## Your task
In the entries that follow, how many lines include "bottom"? Give the number and nothing else.
:::::
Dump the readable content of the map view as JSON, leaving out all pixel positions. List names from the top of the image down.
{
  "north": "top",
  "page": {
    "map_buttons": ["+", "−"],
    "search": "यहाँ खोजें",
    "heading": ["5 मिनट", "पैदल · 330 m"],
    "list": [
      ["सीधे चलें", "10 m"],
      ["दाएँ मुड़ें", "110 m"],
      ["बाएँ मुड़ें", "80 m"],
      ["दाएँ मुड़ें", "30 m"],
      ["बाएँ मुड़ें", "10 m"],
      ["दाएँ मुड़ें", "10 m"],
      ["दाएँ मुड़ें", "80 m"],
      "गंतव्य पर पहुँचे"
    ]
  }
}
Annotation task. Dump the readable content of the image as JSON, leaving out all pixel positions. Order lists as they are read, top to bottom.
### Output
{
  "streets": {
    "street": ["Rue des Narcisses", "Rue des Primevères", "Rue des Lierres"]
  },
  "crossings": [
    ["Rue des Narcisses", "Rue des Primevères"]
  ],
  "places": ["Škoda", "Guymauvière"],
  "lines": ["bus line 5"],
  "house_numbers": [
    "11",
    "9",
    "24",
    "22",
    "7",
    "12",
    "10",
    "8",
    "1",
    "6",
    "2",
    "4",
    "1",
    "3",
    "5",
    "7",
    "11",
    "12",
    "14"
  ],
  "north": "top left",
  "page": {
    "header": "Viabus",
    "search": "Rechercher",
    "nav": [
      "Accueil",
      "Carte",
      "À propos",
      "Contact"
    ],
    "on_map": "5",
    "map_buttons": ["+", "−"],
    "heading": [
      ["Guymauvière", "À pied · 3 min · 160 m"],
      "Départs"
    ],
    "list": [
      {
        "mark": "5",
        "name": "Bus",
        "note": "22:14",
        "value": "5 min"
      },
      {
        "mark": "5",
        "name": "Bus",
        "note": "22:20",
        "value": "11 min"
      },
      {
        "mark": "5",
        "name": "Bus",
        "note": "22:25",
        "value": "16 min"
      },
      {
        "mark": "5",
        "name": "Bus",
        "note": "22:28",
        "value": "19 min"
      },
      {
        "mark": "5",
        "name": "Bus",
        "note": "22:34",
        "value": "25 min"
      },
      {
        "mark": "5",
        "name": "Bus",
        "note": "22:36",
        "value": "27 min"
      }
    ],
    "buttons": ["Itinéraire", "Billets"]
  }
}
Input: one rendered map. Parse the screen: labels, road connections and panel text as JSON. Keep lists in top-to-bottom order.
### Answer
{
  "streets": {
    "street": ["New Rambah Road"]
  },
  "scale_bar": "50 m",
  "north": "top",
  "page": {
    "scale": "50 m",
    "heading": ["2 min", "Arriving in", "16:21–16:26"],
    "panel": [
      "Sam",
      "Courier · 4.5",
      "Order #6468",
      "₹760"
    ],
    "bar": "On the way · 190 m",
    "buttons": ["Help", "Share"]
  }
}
:::::
## Response to this exercise
2